The film has all of these married couples who no longer connect, if they ever did.  There is the doctor who comes home, after losing a patient, to his wife, the artist, who lives in a world of painted nudes.  For whatever reason, he cannot talk about the eight-year-old who died that day.  Instead, he wants to know why it is that being nude automatically makes it art.  From her perspective, that’s a Philistine attitude, but it seems to me that it’s a pretty good question.

As I watched Mr. Altman’s 183-minute epic, I was reminded of a strange novel called Die Blendung, by Elias Canetti, an Austrian who wrote in the first half of the twentieth century.  Die Blendung means ‘the blinding.’  The English translation is entitled Auto-da-fe.

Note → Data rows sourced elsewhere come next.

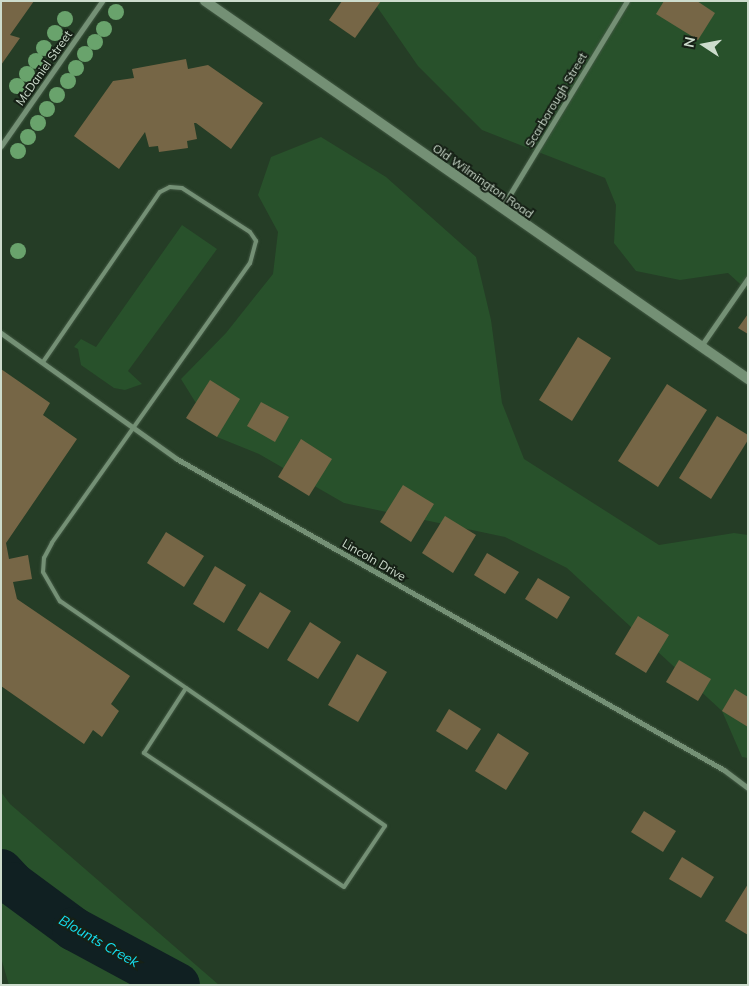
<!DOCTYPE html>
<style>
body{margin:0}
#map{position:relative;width:749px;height:986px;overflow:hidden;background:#253d26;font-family:Mulish,sans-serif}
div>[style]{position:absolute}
.green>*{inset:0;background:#28512b}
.river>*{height:44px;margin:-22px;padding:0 22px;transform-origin:22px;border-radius:22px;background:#102022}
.building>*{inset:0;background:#766646}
.roads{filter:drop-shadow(0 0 1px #425843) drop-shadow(0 0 1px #425843)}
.service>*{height:4px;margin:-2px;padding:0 2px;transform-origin:2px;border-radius:2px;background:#749075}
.minor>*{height:5px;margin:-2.5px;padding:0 2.5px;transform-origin:2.5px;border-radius:2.5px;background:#749075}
.secondary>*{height:10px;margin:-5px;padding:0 5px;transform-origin:5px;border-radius:5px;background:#749075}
.trees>*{width:16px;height:16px;margin:-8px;border-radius:50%;background:#69a36c}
span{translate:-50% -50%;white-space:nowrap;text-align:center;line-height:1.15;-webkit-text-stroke:4px #162116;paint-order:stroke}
.street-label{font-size:12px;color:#cddccd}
.water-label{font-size:14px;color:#15def0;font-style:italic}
.frame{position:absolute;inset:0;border:2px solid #cddccd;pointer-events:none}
.north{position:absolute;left:679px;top:20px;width:50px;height:50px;-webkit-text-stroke:4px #162116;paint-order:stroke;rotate:281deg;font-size:14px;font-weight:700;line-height:20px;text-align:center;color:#cddccd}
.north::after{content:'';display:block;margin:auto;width:18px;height:22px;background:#cddccd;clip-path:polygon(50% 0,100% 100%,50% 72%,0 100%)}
</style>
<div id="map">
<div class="green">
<i style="clip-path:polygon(373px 1px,748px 1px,748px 291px,728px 273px,680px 280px,636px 271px,614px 243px,616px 205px,605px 178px,482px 130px,418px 66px)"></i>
<i style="clip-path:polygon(321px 137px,386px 177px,476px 257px,491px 320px,502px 403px,524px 459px,659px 545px,734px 533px,748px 535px,748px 758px,742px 757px,722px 711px,567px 568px,505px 537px,344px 503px,259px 454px,217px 437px,181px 379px,226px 333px,273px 274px,278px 232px,258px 195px,271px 157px)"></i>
<i style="clip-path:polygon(182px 225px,217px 249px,128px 371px,142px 384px,125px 390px,114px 388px,81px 365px,78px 349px,74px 347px,81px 339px,96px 347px)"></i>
<i style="clip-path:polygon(1px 792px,10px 804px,219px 985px,9px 985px,1px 958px)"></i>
</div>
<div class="river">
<i style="left:1px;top:871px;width:18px;rotate:47deg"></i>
<i style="left:13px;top:884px;width:76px;rotate:36.4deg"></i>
<i style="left:74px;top:929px;width:118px;rotate:28.3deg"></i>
</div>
<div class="building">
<i style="clip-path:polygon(1px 1px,34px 1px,10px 35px,20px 38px,1px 65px)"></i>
<i style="clip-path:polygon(342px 1px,381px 1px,355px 38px,329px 20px)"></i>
<i style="clip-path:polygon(664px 1px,697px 1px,715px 13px,698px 40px,656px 14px)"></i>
<i style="clip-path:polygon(186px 59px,188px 69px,208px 65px,263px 103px,231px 149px,196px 123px,194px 123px,197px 139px,187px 141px,188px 148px,159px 152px,158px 146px,149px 147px,145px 132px,119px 169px,74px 136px,113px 81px,134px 78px,132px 69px)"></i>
<i style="clip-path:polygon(748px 314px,748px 334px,738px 328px)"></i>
<i style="clip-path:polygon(578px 337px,611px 358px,572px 421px,539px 400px)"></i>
<i style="clip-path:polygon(1px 369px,50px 403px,43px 415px,77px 439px,6px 543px,9px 559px,28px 555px,32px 579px,13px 582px,17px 599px,130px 676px,111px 704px,119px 711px,102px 737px,93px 730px,84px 744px,1px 686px)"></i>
<i style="clip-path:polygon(210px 380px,240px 399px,217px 437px,186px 418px)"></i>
<i style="clip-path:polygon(667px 384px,707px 410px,658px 487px,618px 461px)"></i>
<i style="clip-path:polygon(261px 402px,289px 417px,275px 442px,247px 426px)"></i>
<i style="clip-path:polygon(717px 416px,748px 435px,748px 440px,711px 499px,679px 478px)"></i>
<i style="clip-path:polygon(301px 439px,332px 459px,309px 496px,278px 477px)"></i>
<i style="clip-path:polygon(403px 485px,434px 504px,411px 542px,380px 522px)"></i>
<i style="clip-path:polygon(445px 516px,476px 535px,453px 573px,422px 553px)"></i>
<i style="clip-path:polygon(166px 532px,204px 556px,184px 587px,147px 563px)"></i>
<i style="clip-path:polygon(487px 553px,519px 572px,505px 594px,474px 575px)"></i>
<i style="clip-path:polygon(215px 566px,246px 585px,224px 623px,193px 604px)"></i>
<i style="clip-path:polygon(538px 578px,570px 597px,557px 619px,525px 599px)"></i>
<i style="clip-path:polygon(260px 592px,291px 611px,268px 649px,237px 630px)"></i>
<i style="clip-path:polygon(638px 616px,669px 635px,646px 673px,615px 654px)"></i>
<i style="clip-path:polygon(310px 622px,341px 642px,318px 679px,287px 660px)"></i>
<i style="clip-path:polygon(357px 654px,387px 672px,358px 722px,328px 705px)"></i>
<i style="clip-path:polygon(679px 660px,711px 679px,698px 701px,666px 682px)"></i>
<i style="clip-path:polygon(735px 689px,748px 697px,748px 727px,722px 711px)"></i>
<i style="clip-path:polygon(449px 709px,481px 729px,467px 750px,436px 731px)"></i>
<i style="clip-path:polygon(498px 733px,529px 753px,506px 790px,475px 771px)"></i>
<i style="clip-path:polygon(644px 811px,676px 831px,663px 852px,631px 832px)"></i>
<i style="clip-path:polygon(682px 857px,714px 877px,701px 898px,669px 879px)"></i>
<i style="clip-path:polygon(748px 884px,748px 935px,725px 921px)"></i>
</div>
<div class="roads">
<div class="service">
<i style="left:43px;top:362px;width:206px;rotate:-55.5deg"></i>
<i style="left:160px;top:192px;width:11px;rotate:-27deg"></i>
<i style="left:170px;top:187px;width:12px;rotate:5deg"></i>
<i style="left:182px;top:188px;width:81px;rotate:32.9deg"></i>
<i style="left:250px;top:232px;width:11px;rotate:56deg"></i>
<i style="left:256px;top:241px;width:23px;rotate:105deg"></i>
<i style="left:250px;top:263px;width:343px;rotate:125.3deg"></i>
<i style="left:52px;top:543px;width:17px;rotate:118deg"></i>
<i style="left:44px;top:558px;width:14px;rotate:94deg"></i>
<i style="left:43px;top:572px;width:34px;rotate:60deg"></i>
<i style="left:60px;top:601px;width:153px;rotate:34.6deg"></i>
<i style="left:186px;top:688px;width:242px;rotate:34.7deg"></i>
<i style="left:385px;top:826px;width:73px;rotate:123.9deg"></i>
<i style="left:344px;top:887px;width:241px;rotate:-146.2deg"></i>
<i style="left:144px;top:753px;width:77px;rotate:-57.1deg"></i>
</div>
<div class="minor">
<i style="left:1px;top:146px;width:177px;rotate:-55.1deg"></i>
<i style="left:501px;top:209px;width:243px;rotate:-58.8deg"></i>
<i style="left:1px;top:333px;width:216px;rotate:35.6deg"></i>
<i style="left:177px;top:459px;width:629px;rotate:29.62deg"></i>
<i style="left:724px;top:770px;width:30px;rotate:37deg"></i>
<i style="left:701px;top:346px;width:83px;rotate:-55.3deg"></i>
</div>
<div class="secondary">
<i style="left:205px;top:1px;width:662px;rotate:34.84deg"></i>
</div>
</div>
<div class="trees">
<i style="left:116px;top:12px"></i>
<i style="left:65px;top:19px"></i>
<i style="left:104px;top:29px"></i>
<i style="left:55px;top:33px"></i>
<i style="left:95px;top:42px"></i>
<i style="left:44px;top:48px"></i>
<i style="left:85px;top:54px"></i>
<i style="left:36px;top:61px"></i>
<i style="left:76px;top:68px"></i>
<i style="left:27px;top:74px"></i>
<i style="left:68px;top:81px"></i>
<i style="left:17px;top:86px"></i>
<i style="left:57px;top:95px"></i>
<i style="left:47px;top:109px"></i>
<i style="left:38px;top:123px"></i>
<i style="left:28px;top:137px"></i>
<i style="left:18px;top:151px"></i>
<i style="left:18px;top:251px"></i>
</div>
<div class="street-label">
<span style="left:44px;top:68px;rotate:-55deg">McDaniel Street</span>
<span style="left:556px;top:100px;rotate:-59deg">Scarborough Street</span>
<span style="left:483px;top:181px;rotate:35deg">Old Wilmington Road</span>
<span style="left:374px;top:560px;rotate:30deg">Lincoln Drive</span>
</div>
<div class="water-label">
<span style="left:99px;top:941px;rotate:30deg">Blounts Creek</span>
</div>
<div class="frame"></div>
<div class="north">N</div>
</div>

In this novel, each character lives in a world devoted to his own particular obsession.  When these world collide, the characters are often fooled into thinking that their obsessions are shared.  Instead, what we get is a comic tragedy bordering on farce.  Two people appear to start a relationship, but each is actually just as isolated as before.

Canetti talks about how the germ of the book came to him as he was moving into a new apartment.  The landlady kept up a running tirade, the day he moved in, about how the world was going to hell in a handbasket, which was clear if for no other reason that ‘potatoes cost double already.’  After she finally left him alone, he threw himself into getting her tirade down on paper.  Later, he realized that he needn’t have worried about it.  She went through the exact same song and dance every time she saw him.

Likewise, the characters in Short Cuts are trapped in their own patterns of thought and behavior.  In this world where nobody is connected, there are no happy endings.  Actually, there are no endings at all.  When the film ends, various combinations of characters are in various stages of breakup or reconciliation, but very little is actually settled.  The nightclub singer, after her daughter really does kill herself, ends up wallowing in self-pity, belting out another song about the good old days that probably never were.